The proposed work would encompass one or more major urban areas in the United States, and would compare urban/rural maximum and minimum temperature differences for each air mass for each season of the year. It is very possible that the urban/rural thermal differential varies from one season to the next within each air mass. For the city of Philadelphia, which is the first area we would like to study, we have identified at least 30 weather stations within a 35-mile radius of Center City which could provide us with the meteorological data that we need. We have access to the most up-to-date data free of charge through an agreement we have with NOAA=s National Climatic Data Center.

The implications of this work are enormous in terms of both public health and urban energy usage. For example, a pilot study has determined that the DT air mass in summer, traditionally associated with greatly elevated human mortality, shows the greatest urban/rural disparity in the Philadelphia area. A cursory analysis indicates that dry air masses seem to show a greater temperature difference between urban and rural stations than moist air masses; summertime differentials are greater than wintertime. Of the moist air masses, MT shows the greatest urban/rural thermal disparity; this is also important because this air mass is associated with the greatest number of heat-related deaths in the summer. Our initial results should be viewed with caution because of the cursory nature of our investigation. Only one urban and one rural station was used in our evaluation, and this was done for one eastern city only. Obviously, to determine if these results represent systematic differentials, we must use numerous locales, which would help us determine the Adistance decay@ effect of thermal differentials as we move away from the central city.

One other interesting feature of the urban/rural thermal difference among air masses involves whether the disparity has been increasing over the past 50 years. Initial analysis suggests that only the two hottest air masses (DT and MT) are showing an increased disparity. If this result is borne out in the wider study, it might suggest that increased air conditioning usage through the period may be a major contributor in increasing the urban heat island effect within these hot air masses. Of course, these are the air masses associated with elevated air conditioning use in the summer.
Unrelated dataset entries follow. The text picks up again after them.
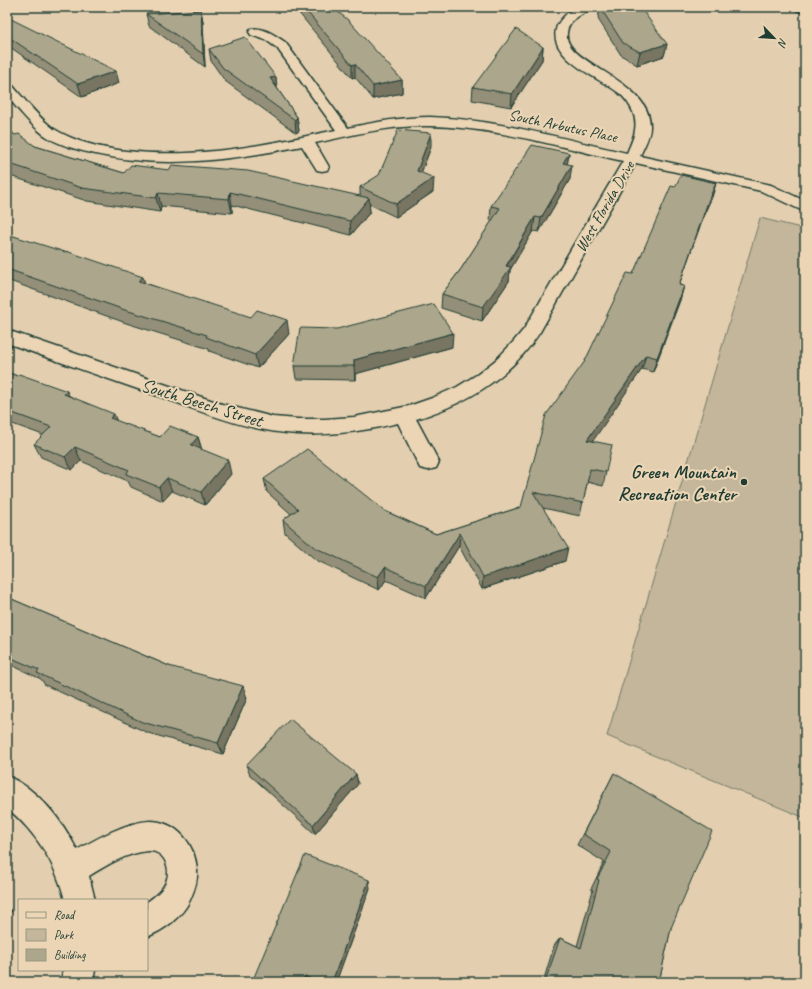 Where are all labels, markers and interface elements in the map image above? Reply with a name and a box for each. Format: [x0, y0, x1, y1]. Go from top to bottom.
north arrow [754, 18, 794, 58]
text: N [774, 36, 791, 50]
street label: South Arbutus Place [507, 105, 621, 148]
street label: West Florida Drive [571, 156, 640, 256]
street label: South Beech Street [138, 373, 267, 433]
place label: Green Mountain Recreation Center [618, 460, 738, 506]
marker: Green Mountain Recreation Center [739, 477, 749, 487]
legend [18, 899, 148, 971]
text: Road [54, 907, 76, 923]
text: Park [54, 927, 75, 943]
text: Building [54, 947, 86, 963] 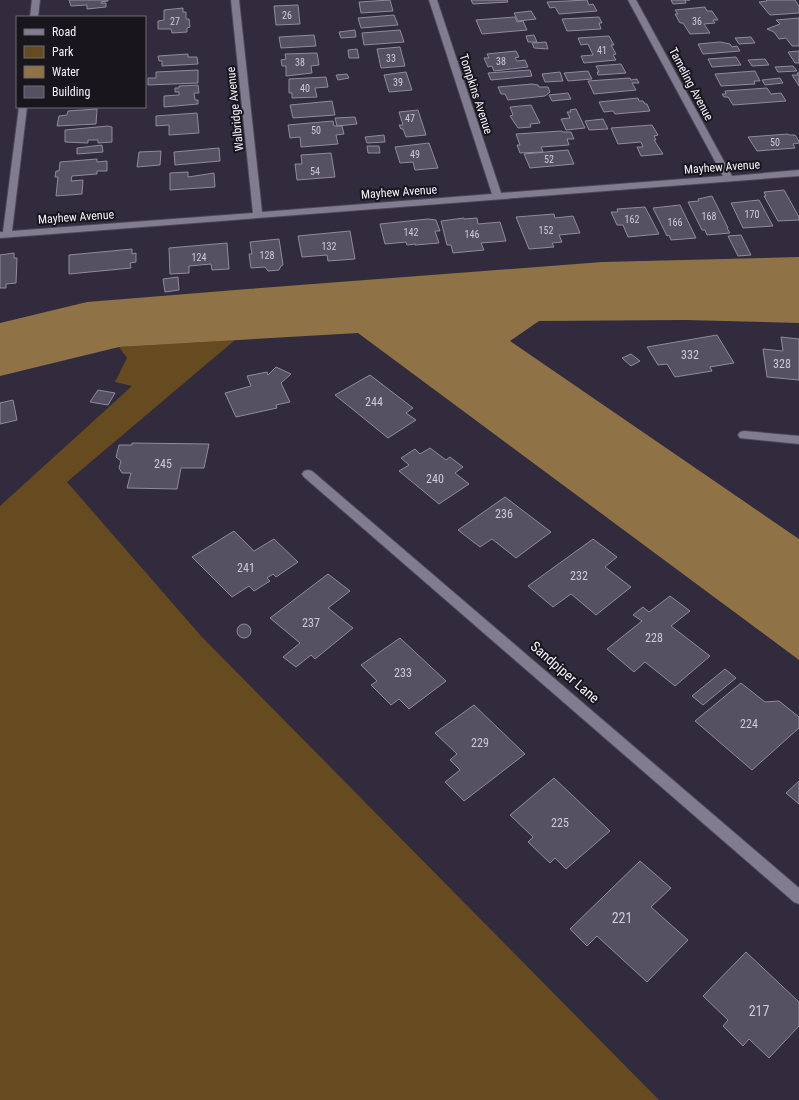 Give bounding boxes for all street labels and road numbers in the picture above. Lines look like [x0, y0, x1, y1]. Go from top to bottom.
street label: Tameling Avenue [666, 45, 716, 123]
street label: Tompkins Avenue [456, 52, 496, 136]
street label: Walbridge Avenue [224, 66, 246, 152]
street label: Mayhew Avenue [683, 157, 761, 177]
street label: Mayhew Avenue [360, 182, 438, 202]
street label: Mayhew Avenue [37, 207, 115, 227]
street label: Sandpiper Lane [527, 638, 603, 706] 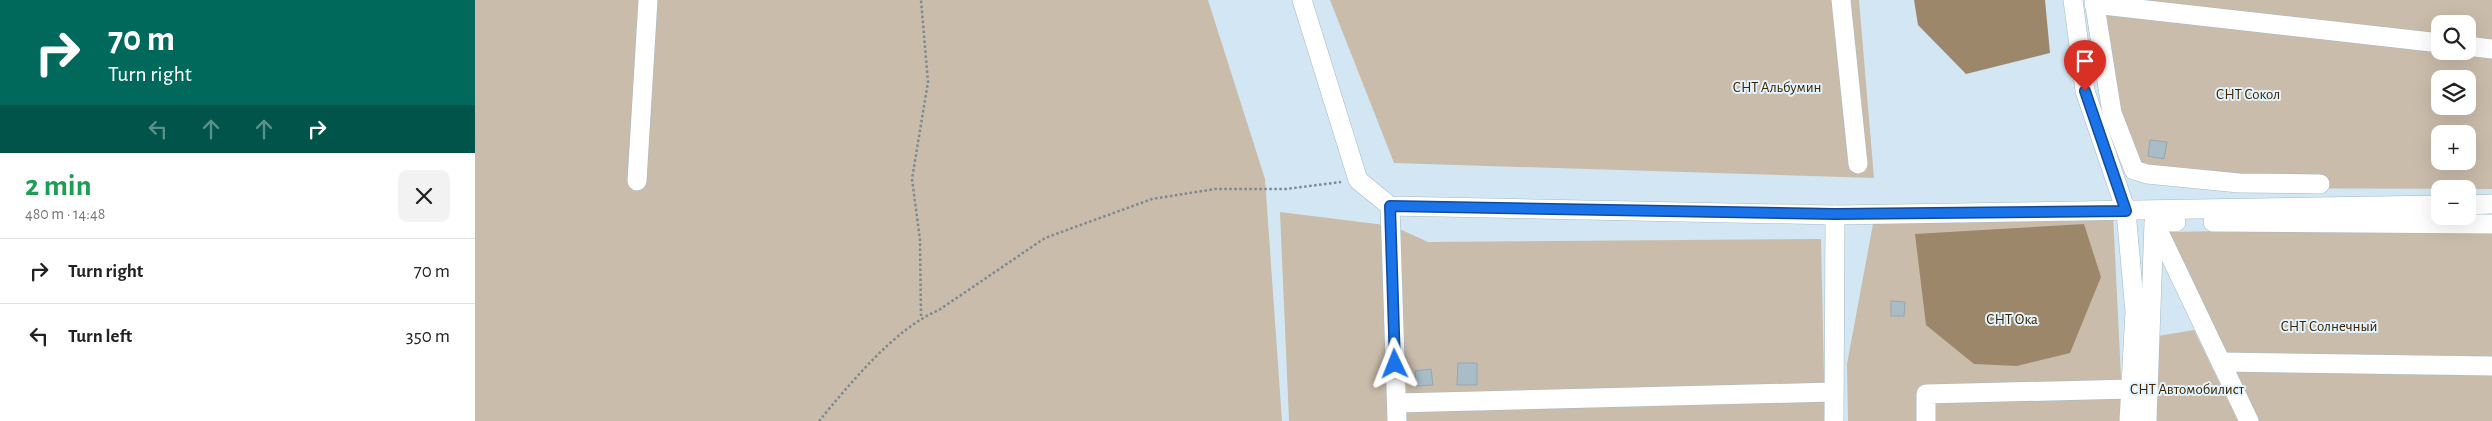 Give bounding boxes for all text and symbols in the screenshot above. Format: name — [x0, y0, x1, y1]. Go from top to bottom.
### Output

The air conditioning implication is important, because over 25 percent of most center city air sheds up to 300 feet in elevation represent air conditioned buildings (the number is considerably higher in Manhattan). Thus, while these buildings are cooled during hot weather, the heat which has been removed from the buildings is extracted into the outside air by the air conditioning systems. Using data from many weather stations within a 35-mile radius of the central city, we can determine if this increasing thermal disparity extends beyond the downtown buildings and into urban and suburban residential areas as well. Also, if the DT and MT urban/rural temperature disparity increased largely in the 1960s and 1970s, when downtown buildings were initially air conditioned, this may provide strong evidence that air conditioning is causing a local heating phenomenon within the hottest air masses in our downtown urban areas.

This project will quantify: (1) the urban/rural temperature differences for each air mass for each season and for a number of large urban areas in different climate regimes; (2) the actual increase in thermal disparity (if any exists) through time (1948 to the present) within each air mass; and (3) whether or not air conditioning appears to be the reason for the increasing disparity. By plotting temperature differentials for each air mass at all the stations surrounding an urban area, we can actually map the extent of the urban heat island effect for each air mass, and determine the distance decay from the center of the city.

REFERENCE

Kalkstein, LS, SC Sheridan and DY Graybeal, 1998. A determination of character and frequency changes in air masses using a spatial synoptic classification. International Journal of Climatology 18:1223-1236.